**Directions**. What lines of the material hold the string "tools"? Pull each of them out.

**Records to use**.
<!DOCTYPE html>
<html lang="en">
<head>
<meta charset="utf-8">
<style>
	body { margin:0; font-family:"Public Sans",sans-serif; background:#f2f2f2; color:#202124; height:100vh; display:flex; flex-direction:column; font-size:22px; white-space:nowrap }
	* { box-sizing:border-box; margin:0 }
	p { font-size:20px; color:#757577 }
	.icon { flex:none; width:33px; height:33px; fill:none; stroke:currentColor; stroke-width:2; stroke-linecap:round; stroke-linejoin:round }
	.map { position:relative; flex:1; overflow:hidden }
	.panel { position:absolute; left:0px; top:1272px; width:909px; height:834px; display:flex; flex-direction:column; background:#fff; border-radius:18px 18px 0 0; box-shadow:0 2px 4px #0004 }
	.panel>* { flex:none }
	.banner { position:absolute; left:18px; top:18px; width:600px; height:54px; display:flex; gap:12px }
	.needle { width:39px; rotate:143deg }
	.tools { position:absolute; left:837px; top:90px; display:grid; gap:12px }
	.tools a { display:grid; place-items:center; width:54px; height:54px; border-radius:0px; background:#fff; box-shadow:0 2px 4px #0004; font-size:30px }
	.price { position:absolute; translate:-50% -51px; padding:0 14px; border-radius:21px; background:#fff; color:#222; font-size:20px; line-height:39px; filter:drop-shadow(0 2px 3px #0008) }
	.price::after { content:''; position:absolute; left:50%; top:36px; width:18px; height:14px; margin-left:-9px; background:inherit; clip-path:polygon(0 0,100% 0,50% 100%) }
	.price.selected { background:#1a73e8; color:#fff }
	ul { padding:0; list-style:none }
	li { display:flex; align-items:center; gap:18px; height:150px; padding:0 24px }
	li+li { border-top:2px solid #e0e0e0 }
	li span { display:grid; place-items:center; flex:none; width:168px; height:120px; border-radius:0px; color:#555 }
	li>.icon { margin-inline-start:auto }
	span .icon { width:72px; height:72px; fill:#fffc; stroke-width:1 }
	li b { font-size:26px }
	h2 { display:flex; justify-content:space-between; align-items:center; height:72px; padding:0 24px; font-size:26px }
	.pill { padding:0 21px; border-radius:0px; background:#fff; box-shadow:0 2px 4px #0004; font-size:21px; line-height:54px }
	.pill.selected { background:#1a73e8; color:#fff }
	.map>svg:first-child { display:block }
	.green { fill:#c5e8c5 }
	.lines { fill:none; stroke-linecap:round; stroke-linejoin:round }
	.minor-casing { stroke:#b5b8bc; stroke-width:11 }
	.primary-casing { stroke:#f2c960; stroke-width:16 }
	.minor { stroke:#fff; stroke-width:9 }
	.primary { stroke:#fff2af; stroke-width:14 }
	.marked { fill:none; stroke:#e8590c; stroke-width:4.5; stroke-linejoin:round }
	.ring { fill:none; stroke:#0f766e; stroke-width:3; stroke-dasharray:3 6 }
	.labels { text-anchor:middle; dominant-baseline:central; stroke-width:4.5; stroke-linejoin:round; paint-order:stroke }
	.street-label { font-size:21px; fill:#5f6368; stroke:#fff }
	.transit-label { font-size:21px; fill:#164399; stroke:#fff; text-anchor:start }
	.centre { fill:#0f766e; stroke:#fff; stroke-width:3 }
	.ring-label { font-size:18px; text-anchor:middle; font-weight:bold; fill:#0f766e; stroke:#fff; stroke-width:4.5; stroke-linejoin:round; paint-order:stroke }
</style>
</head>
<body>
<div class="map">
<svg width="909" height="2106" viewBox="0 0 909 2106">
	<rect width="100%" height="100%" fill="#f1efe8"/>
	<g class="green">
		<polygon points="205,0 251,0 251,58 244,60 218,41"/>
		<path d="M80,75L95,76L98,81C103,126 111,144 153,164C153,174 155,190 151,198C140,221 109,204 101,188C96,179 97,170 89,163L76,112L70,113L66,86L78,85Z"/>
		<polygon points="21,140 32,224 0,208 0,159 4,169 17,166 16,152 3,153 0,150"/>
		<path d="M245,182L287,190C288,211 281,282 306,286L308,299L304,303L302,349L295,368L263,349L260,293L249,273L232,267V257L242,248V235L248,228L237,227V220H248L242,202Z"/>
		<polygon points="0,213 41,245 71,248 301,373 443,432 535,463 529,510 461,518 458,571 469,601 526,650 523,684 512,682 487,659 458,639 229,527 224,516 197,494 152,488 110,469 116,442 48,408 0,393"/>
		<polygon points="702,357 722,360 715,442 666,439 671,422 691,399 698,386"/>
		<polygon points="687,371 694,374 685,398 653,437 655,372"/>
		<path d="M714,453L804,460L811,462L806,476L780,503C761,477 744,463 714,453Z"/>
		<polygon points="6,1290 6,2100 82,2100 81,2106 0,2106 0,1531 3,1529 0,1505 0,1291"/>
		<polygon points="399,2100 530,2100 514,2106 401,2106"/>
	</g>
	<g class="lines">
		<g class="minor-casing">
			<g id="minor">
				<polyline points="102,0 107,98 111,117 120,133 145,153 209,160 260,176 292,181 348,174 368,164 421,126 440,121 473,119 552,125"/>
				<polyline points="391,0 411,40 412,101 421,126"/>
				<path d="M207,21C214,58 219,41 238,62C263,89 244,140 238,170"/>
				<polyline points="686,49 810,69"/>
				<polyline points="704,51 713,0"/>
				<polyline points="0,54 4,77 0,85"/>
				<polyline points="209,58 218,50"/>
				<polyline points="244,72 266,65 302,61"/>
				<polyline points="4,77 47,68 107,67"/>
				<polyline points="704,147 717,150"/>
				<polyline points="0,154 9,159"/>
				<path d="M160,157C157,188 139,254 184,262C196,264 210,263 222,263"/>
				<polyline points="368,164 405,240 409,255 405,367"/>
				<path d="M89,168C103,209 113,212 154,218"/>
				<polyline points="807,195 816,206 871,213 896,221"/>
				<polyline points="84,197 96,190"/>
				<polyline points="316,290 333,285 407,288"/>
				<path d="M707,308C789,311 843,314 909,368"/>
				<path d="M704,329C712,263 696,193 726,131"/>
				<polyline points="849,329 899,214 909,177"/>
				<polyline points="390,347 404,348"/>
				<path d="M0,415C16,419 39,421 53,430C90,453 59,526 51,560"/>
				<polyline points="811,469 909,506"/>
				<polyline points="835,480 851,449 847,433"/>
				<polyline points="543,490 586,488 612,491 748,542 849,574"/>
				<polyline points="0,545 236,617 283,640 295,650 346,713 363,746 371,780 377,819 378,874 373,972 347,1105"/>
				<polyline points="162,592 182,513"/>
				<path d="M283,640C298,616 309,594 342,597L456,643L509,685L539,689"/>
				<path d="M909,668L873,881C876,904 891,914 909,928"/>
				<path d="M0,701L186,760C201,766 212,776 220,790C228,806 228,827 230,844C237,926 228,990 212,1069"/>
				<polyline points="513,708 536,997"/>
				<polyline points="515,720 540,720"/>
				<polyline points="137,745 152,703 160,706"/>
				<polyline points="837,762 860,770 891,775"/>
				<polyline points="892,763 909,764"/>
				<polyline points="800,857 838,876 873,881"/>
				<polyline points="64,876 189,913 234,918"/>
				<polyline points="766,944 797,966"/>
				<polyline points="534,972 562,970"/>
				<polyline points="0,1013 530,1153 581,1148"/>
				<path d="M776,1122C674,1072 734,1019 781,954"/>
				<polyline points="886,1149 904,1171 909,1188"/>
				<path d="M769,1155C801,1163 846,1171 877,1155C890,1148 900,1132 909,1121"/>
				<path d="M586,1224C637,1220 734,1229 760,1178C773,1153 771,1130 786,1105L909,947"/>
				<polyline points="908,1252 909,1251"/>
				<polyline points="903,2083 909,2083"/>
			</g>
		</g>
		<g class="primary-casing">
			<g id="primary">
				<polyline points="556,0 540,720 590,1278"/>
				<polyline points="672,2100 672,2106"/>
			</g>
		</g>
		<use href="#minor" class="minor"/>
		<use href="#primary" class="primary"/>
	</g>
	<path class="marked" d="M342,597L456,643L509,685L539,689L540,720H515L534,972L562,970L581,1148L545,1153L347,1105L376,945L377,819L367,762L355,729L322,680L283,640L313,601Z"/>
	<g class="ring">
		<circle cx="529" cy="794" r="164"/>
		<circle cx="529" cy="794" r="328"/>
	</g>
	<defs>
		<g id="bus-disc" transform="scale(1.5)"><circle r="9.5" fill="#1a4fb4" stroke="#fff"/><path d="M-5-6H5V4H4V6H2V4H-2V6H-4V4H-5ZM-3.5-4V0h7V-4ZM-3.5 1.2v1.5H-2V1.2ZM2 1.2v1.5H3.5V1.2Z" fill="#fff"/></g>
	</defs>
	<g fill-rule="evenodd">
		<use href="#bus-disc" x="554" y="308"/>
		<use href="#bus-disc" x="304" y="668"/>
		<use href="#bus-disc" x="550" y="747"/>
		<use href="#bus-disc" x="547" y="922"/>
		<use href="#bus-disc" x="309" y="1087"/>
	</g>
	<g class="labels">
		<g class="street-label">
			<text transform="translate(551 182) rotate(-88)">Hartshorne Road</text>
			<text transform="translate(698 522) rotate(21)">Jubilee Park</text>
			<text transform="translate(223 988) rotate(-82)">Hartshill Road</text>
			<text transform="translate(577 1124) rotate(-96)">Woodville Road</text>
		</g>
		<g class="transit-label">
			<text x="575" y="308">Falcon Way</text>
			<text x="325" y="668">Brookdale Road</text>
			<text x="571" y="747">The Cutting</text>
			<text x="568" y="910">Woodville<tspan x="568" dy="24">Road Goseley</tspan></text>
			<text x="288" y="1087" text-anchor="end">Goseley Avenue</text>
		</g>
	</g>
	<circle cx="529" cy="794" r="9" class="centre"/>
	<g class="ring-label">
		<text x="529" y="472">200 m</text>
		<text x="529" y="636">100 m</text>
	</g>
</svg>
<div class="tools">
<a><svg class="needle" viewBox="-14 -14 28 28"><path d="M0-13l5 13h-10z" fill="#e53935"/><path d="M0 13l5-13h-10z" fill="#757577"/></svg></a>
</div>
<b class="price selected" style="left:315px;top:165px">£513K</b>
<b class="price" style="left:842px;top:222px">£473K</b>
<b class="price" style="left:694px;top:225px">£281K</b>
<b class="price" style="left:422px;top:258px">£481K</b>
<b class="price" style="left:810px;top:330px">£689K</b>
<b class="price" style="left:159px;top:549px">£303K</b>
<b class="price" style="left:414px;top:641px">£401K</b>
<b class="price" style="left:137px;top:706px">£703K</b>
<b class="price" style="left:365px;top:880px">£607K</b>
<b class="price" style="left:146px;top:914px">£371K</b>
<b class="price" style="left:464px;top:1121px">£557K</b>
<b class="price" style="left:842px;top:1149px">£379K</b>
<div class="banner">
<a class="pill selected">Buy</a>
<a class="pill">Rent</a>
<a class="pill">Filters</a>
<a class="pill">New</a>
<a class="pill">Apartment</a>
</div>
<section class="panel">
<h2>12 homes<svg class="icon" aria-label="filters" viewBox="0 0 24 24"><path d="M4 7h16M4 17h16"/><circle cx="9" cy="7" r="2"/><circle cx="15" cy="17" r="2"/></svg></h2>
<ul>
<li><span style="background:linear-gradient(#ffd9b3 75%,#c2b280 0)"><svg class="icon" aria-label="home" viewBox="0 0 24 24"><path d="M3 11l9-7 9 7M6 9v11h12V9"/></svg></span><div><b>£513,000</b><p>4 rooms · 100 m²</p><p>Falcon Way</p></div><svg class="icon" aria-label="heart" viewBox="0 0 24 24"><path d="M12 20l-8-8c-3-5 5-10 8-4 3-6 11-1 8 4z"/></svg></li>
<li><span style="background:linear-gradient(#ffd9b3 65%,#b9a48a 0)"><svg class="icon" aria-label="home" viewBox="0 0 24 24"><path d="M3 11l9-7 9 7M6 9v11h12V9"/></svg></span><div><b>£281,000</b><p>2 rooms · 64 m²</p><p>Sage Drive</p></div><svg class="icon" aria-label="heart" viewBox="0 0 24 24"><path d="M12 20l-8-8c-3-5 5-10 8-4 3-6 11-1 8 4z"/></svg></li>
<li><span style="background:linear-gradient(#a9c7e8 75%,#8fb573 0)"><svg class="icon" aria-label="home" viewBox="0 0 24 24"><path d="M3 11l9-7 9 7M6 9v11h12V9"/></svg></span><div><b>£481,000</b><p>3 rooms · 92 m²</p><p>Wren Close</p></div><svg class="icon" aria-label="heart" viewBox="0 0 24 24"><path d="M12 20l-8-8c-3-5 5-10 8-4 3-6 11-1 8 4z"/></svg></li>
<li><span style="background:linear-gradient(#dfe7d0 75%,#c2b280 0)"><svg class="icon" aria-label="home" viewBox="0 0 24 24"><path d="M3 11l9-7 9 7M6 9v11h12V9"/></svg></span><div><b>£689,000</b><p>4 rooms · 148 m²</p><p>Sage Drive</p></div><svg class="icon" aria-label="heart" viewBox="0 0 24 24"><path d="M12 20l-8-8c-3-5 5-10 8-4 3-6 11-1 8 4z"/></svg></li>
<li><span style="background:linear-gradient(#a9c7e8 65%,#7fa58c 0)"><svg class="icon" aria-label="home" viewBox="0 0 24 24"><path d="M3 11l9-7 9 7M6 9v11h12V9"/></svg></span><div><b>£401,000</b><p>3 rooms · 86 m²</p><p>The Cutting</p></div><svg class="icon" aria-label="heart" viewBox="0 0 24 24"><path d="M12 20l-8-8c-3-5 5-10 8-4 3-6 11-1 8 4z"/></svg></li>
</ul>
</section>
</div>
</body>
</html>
...
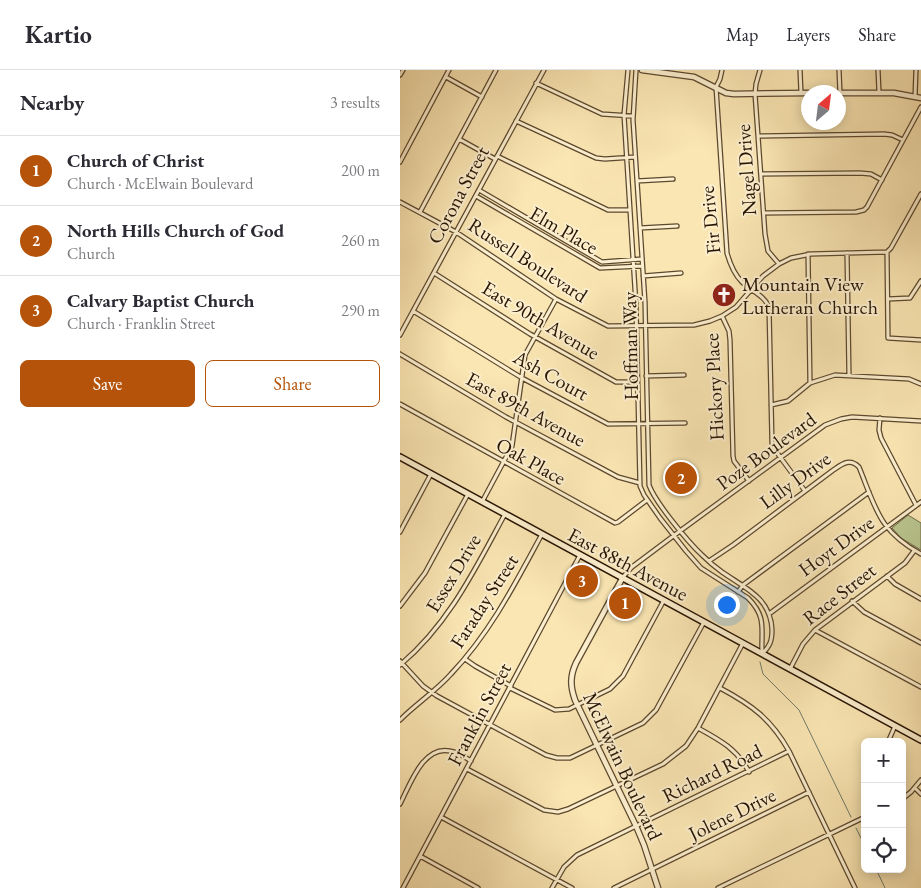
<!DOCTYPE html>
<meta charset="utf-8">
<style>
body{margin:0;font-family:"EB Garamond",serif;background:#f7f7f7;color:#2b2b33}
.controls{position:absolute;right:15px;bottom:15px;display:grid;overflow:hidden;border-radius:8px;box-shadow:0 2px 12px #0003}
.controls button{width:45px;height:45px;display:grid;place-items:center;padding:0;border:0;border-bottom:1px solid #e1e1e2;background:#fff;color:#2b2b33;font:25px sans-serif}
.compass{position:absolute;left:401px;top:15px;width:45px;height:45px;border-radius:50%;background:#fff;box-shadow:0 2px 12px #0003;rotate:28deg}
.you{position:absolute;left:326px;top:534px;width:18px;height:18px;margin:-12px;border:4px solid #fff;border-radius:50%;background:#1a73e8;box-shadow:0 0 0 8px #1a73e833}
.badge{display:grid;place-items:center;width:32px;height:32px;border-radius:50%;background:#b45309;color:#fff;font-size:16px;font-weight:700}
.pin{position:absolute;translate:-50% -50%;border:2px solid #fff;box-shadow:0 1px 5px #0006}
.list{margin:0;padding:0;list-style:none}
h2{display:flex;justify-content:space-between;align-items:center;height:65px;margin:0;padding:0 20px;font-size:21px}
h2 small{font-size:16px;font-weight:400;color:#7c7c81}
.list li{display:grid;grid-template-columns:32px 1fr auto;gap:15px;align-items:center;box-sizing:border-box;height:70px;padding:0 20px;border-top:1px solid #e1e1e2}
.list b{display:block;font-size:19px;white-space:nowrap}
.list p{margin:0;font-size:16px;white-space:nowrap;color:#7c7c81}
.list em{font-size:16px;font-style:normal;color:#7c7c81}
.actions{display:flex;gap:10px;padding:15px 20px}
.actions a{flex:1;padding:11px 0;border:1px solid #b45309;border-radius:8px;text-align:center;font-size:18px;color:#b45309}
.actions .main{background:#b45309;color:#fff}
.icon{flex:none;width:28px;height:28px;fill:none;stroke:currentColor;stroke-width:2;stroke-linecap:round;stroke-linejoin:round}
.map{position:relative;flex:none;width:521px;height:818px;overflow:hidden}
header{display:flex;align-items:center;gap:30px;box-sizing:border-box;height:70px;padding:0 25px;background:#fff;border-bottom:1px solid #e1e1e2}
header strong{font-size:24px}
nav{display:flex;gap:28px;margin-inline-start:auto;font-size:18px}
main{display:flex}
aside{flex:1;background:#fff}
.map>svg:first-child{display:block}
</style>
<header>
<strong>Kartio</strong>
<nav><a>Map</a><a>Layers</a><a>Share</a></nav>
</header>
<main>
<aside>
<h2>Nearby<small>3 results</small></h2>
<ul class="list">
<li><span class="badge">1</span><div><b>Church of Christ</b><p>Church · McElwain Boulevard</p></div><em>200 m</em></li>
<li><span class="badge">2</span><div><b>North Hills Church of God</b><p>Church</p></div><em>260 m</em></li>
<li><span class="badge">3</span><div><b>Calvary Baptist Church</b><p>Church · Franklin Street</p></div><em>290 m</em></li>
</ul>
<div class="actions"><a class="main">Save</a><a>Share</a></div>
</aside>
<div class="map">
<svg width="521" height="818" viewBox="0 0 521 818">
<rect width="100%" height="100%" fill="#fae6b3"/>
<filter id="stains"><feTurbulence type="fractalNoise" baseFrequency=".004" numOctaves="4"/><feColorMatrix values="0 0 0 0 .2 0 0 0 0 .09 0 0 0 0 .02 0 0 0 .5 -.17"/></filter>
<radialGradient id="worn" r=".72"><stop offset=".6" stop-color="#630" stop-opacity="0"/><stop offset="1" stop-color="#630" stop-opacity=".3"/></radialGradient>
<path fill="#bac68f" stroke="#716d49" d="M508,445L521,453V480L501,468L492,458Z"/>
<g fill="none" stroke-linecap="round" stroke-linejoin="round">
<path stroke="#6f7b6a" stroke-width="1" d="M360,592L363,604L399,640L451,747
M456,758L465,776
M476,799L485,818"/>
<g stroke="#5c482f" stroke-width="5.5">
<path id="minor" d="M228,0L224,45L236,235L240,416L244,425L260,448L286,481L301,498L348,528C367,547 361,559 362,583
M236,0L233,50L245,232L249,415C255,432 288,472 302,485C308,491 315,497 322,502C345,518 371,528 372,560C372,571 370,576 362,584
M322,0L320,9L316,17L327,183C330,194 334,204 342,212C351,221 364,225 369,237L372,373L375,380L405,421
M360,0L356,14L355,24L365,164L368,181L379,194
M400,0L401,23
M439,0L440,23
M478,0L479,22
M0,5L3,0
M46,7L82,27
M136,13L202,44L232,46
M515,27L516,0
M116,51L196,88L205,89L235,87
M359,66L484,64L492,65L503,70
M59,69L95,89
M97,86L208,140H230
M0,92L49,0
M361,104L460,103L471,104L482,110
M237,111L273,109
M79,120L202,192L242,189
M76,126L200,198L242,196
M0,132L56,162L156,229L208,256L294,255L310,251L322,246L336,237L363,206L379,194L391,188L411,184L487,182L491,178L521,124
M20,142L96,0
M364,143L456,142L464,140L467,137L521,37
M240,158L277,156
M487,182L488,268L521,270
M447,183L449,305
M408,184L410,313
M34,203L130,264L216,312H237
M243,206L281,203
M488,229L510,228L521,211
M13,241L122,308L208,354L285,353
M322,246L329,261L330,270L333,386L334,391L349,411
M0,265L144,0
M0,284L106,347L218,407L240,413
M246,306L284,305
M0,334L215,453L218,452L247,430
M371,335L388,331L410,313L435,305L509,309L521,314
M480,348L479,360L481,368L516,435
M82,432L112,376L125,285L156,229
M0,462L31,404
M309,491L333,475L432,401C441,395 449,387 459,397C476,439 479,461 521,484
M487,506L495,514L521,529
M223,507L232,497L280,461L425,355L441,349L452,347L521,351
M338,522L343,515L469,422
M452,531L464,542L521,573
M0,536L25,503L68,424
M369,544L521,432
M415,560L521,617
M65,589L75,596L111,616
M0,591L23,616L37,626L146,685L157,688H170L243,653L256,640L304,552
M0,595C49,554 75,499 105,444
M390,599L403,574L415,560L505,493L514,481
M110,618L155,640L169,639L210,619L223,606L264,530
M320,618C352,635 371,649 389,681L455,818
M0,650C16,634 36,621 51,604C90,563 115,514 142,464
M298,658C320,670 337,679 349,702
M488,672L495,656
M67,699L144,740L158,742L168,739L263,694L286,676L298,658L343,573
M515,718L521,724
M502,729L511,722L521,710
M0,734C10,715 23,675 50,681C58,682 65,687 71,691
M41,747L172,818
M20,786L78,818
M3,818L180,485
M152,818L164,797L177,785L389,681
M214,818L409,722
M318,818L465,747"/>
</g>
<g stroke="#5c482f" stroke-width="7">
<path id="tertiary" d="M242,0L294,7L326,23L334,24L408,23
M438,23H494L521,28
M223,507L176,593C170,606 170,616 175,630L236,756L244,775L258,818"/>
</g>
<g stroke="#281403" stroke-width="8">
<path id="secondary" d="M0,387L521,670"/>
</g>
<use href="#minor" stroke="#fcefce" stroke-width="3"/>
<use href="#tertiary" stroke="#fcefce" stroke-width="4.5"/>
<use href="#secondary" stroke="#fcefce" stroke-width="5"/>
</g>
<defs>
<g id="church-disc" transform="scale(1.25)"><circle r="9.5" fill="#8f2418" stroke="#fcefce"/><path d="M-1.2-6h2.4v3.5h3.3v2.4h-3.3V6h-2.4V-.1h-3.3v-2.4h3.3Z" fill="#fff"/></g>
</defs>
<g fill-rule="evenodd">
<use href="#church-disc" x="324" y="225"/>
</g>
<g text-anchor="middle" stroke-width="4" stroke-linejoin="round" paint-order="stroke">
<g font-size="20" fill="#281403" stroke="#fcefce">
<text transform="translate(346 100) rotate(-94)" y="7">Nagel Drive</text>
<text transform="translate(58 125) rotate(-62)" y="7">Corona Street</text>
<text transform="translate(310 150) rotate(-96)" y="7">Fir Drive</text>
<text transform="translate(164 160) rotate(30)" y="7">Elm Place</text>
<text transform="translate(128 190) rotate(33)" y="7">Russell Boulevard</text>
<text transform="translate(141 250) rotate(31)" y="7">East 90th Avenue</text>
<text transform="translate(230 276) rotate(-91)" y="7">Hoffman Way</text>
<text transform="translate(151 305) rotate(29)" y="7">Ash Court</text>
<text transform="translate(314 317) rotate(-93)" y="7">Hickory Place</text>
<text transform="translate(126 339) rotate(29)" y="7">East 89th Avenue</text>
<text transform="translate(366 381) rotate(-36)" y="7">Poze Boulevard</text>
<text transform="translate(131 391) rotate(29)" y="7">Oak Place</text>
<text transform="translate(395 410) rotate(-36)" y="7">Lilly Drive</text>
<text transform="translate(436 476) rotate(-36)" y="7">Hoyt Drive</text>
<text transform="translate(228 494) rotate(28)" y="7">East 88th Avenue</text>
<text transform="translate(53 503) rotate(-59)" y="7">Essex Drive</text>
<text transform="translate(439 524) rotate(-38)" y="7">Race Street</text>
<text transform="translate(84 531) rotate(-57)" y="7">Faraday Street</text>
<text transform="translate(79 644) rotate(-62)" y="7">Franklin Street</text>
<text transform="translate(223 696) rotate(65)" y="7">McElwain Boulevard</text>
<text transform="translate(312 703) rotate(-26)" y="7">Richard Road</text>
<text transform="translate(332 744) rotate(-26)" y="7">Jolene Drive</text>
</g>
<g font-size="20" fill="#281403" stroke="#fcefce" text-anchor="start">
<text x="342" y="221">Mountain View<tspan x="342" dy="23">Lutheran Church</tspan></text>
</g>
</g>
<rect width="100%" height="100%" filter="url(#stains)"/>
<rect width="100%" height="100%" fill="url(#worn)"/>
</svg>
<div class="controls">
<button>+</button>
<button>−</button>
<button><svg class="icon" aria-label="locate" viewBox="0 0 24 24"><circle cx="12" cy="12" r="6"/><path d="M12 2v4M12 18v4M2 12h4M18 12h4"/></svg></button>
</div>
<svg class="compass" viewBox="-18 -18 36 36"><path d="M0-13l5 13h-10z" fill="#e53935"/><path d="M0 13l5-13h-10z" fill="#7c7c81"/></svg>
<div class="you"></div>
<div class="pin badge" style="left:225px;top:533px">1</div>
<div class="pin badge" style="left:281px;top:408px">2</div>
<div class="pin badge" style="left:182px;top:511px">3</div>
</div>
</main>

**Response to this task**.
	.tools { position:absolute; left:837px; top:90px; display:grid; gap:12px }
	.tools a { display:grid; place-items:center; width:54px; height:54px; border-radius:0px; background:#fff; box-shadow:0 2px 4px #0004; font-size:30px }
<div class="tools">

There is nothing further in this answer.